* Required action *
Only a number is expected: how many lines in the data below contain the word "labels".

Stored data:

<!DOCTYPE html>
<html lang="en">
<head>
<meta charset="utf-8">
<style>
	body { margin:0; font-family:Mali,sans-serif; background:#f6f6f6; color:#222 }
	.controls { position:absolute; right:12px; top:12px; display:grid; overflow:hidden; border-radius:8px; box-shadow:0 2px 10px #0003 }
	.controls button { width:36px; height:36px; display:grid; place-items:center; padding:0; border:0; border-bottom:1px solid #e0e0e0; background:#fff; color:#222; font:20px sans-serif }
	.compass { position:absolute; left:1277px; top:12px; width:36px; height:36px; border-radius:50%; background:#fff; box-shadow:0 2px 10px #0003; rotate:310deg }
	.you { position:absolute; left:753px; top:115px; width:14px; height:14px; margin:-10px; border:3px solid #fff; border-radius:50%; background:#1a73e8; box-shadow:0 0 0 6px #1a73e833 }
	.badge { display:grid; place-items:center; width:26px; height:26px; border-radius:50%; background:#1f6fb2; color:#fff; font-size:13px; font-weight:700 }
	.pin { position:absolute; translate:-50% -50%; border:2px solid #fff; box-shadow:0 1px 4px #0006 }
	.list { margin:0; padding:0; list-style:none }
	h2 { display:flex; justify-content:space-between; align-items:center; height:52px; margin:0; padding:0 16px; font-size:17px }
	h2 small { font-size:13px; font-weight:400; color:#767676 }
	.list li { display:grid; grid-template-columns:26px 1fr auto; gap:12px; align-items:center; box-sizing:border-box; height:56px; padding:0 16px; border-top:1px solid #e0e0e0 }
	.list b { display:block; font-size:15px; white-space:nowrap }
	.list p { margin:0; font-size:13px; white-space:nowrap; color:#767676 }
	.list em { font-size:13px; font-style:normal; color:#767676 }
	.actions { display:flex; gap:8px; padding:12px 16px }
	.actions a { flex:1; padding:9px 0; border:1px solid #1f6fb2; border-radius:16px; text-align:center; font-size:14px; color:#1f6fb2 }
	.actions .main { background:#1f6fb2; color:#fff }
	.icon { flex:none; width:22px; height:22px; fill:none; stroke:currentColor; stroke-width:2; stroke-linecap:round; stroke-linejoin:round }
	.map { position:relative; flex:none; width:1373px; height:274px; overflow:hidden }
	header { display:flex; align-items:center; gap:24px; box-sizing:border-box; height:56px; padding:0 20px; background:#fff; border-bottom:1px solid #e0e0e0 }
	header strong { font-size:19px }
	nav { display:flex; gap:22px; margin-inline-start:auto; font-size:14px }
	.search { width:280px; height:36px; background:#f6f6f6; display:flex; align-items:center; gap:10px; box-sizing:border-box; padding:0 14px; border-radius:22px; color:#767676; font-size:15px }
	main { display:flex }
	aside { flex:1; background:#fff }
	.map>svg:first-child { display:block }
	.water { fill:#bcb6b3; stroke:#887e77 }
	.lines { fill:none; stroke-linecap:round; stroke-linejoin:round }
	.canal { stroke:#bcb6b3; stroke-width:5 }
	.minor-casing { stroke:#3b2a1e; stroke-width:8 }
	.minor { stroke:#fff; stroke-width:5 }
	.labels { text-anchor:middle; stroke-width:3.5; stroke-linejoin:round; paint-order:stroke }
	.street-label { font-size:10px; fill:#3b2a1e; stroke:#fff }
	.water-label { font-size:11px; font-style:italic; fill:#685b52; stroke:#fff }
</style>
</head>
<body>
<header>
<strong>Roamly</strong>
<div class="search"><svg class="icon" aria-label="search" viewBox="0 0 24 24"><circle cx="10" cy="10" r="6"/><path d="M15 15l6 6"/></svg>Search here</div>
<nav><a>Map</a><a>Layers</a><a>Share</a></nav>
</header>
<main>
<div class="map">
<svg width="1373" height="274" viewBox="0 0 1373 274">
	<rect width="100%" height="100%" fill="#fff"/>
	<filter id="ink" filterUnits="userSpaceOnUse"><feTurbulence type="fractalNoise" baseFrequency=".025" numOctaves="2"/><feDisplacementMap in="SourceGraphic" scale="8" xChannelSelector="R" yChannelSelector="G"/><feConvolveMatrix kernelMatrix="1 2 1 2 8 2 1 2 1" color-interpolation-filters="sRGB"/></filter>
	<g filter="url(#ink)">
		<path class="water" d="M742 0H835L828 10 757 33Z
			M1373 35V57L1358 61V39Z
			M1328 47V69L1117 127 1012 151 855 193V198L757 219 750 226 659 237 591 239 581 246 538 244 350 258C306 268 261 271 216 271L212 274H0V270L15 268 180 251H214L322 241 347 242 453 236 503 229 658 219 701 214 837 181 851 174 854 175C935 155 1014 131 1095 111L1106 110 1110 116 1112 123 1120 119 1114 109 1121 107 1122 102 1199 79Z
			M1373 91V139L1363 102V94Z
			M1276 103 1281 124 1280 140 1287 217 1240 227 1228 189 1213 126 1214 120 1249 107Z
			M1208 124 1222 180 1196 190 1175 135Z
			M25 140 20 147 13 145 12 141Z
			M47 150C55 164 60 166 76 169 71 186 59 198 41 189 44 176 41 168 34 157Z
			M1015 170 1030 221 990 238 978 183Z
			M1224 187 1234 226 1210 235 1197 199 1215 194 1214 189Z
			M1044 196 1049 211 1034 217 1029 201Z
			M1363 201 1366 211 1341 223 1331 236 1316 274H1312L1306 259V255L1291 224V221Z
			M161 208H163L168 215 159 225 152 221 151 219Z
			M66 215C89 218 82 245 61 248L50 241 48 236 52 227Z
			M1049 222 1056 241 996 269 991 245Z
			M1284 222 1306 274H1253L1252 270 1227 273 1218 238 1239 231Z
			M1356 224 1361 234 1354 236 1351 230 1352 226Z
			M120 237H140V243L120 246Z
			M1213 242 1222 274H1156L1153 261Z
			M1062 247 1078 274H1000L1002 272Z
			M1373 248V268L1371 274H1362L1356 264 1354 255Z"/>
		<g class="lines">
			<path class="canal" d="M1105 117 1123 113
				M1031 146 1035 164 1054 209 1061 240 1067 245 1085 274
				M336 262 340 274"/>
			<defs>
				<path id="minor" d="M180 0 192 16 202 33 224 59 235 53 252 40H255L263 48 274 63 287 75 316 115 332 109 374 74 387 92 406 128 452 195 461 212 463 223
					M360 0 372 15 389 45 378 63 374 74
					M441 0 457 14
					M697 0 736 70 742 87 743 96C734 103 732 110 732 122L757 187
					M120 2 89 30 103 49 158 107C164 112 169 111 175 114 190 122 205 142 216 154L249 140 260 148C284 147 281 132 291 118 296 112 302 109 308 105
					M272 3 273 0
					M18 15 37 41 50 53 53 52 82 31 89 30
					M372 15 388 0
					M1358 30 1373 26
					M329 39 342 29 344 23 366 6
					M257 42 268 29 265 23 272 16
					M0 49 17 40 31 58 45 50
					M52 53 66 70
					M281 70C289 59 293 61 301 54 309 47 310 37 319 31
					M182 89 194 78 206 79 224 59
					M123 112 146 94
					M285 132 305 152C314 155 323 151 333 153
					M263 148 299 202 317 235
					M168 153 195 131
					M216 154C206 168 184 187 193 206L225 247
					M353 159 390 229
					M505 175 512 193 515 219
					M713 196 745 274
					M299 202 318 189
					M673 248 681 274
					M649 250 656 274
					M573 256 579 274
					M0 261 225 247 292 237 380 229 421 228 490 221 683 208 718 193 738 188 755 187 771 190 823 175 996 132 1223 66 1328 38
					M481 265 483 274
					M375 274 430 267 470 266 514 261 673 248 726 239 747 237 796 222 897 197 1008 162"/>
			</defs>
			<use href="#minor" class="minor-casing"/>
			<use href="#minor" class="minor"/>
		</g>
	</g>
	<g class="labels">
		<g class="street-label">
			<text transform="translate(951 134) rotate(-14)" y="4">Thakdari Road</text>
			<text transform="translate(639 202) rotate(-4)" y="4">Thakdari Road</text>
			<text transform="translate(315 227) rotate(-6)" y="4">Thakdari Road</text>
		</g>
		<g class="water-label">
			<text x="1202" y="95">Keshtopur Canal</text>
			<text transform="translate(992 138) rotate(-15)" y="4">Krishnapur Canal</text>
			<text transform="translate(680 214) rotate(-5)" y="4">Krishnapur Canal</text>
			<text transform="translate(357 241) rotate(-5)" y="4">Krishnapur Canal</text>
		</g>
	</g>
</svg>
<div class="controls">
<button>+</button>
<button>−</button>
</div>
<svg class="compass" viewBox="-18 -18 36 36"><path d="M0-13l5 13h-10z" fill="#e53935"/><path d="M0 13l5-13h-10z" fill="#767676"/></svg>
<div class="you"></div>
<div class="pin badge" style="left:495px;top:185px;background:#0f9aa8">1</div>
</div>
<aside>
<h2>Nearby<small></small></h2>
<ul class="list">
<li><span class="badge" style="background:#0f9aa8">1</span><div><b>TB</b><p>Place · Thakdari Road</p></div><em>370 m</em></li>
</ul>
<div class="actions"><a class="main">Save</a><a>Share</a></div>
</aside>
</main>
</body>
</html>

* Response to the task *
2